I have never been to Afghanistan. In that I am like most Americans -- and virtually all Americans who are not part of the military (or contractors etc).
Therefore when I hear and read reports about how things are going there, I have no first-hand grounds for judgment. This is hardly an Afghan-specific problem -- the world is too big for any of us to know more than a tiny sampling. Most of us have never been to Darfur, worked on a deep-sea oil rig, been part of the Iranian resistance, lived in North Korea, etc, just to mention several other topics now in the news. But we're expected to support, oppose, or at least acquiesce to policies on those topics.

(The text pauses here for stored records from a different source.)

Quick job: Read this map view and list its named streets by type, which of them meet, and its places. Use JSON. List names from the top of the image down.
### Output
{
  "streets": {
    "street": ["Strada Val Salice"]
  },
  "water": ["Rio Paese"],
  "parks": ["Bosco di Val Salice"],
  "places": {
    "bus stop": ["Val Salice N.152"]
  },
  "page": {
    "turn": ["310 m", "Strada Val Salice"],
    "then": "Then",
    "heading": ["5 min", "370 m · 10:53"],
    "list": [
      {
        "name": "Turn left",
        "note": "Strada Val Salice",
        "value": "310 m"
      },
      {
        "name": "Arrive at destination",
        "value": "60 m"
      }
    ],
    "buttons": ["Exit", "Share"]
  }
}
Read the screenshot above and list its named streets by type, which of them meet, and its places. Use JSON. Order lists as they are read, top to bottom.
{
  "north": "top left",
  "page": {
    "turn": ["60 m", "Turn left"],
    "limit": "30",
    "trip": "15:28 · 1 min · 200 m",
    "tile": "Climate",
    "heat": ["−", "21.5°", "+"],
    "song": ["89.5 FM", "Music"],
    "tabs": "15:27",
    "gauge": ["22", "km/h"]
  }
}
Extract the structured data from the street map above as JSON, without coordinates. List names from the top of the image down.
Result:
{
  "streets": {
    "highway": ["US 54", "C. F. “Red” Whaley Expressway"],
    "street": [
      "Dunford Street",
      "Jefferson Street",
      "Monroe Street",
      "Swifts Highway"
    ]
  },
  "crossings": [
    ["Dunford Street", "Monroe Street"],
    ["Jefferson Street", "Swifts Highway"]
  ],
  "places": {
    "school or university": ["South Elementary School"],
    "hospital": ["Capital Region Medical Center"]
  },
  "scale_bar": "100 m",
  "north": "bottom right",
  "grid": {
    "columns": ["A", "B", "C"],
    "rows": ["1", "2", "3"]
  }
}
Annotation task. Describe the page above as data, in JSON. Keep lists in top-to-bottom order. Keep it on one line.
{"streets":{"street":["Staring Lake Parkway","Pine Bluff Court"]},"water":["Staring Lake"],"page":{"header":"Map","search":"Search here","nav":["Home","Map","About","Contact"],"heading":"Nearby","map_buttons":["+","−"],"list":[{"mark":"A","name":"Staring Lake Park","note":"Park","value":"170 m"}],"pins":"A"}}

At one level this is a reminder of the importance of journalism (of traditional and new-media varieties); usually, that's the only way we know anything about situations beyond our immediate experience. It also raises questions about how we know what we "know" about the world. Yes, yes, I realize that much of the electorate "knows" things mainly by tribal loyalty, resentment, party-line-ism, etc. But if you really wanted to make up your mind about things you haven't experienced, how would you do it?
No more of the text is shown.